Elle ne se débattait plus. Son corps finit par se fondre complètement dans le sien, s'avouant vaincue et tout aussi fatiguée que lui. Il fit de son mieux pour la recouvrir avec ses bras. Il avait l'impression qu'à quelques mètres se trouvait un danger. Ou même devant lui, et que le seul endroit où elle était en sécurité était contre lui. Il aurait voulu ne jamais la lâcher.
— Je t'aime, souffla-t-il quand ses lèvres effleurèrent le lobe de son oreille.
Elle agrippa plus fermement ses avant-bras. Il réussit tout de même à apporter sa cigarette à sa bouche tandis qu'elle appuyait son front contre son torse. Elle tremblait. Et pour la première fois, il ne sut si c'était à cause de la température ou des émotions qui se bousculaient en elle. Ils restèrent cinq minutes de plus puis, quand ses doigts devinrent totalement insensibles, il se décida à rentrer. Raven mêla ses doigts aux siens. Elle avait les lèvres violettes.
Le contraste de température faillit le rendre malade. Sa peau brûlait, mais il aimait ça, d'une certaine manière. Il repéra Simon, toujours aussi inanimé, assis à côté de son frère. Alexandre s'était inclu dans un groupe d'adulte avec son père, écoutant la conversation qui s'y menait. William n'arrêtait pas de boire. Lucas se souvint de sa réaction quand il était arrivé sur les lieux.
Il avait accusé l'inspecteur de police de lui mentir. Il avait fallu l'aide de deux policiers pour le maîtriser, et il avait échappé un cri inhumain. Au fond de lui, il avait su depuis le début. Il avait juste refusé d'y croire.
Ne voyant Erwin nul part, il décida de partir à sa recherche. Ça lui occuperait l'esprit, même si son frère ne devait pas se trouver bien loin. Raven le laissa partir. Il déambula dans les couloirs, observant la décoration des Rovel. Il y trouva des photos. Un Sasha de six ans sur une balançoire. Diego encore bébé, Thimothé dans le trotteur. Puis Emma lors de son baptême. Souriante. De la lumière paraissait émaner de sa peau.
Puis il regarda une autre photo. Les quatre enfants Rovel, chacun posant devant un décor de couleur unie. Emma, assise sur une chaise, portait Diego bébé dans les bras. Thimothé était debout à côté d'elle, Sasha derrière eux tous, une main sur l'épaule de son petit frère et l'autre sur la chaise. Quatre enfants. Aujourd'hui, il n'en restait que deux.
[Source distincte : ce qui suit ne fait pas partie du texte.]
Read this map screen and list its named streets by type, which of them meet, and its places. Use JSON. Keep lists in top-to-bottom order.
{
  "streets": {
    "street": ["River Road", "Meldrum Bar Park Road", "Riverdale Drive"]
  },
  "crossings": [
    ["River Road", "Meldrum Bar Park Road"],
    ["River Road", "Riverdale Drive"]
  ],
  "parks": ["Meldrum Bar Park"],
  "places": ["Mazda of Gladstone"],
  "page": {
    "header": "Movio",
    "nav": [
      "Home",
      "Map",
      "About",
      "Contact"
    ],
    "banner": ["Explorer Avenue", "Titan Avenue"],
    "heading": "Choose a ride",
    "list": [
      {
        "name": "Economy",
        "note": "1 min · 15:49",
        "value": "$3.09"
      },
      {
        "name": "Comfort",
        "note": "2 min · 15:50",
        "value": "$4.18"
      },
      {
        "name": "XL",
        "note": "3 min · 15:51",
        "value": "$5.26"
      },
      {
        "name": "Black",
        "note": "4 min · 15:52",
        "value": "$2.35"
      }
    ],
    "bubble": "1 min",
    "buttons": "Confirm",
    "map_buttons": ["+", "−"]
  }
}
Il passa son chemin. Plusieurs portes étaient fermées, il n'essaya pas de les ouvrir. Et sans vraiment savoir pourquoi, il se dirigea vers celle d'Emma. Il n'en avait pas envie. Il ne voulait pas contempler des objets qui demeureraient intacts pendant des années. Il était entré plusieurs fois dans cette pièce, il savait à quoi elle ressemblait, quelles photos elle avait accroché, les bijoux qu'elle gardait et tout ça, d'une manière ou d'une autre, lui rappellerait que plus personne ne serait là pour les changer de place.
Erwin était déjà dans la chambre. Assis sur le lit, les coudes sur ses genoux et le visage incliné vers le bas. Lucas toqua faiblement à la porte, faisant sursauter son frère.
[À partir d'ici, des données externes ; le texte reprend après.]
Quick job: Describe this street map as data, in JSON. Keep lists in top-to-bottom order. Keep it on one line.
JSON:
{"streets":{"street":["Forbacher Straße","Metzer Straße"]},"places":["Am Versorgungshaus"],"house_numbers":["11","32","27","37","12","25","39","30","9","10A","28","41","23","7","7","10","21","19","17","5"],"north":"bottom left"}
— C'est toi, souffla-t-il avec soulagement.
— Pourquoi, tu pensais que c'était qui ?
Comme il n'obtint aucune réponse, il s'assit à côté. Le matelas céda sous son poids. Il y eut un désagréable silence entre eux. Lucas n'aimait pas être là. Tout lui rappelait le temps où Emma l'invitait ici, pour un travail ou une simple après-midi entre amis. Il avait l'impression qu'à tout moment, elle pourrait passer la porte avec des bonbons à la main, occupée à lister toutes les choses importantes qu'ils devaient faire.
— À combien d'enterrement on va encore assister, tu crois ? demanda Erwin d'une voix creuse. Non parce que je suis fatigué là. Leila, puis Sasha et maintenant...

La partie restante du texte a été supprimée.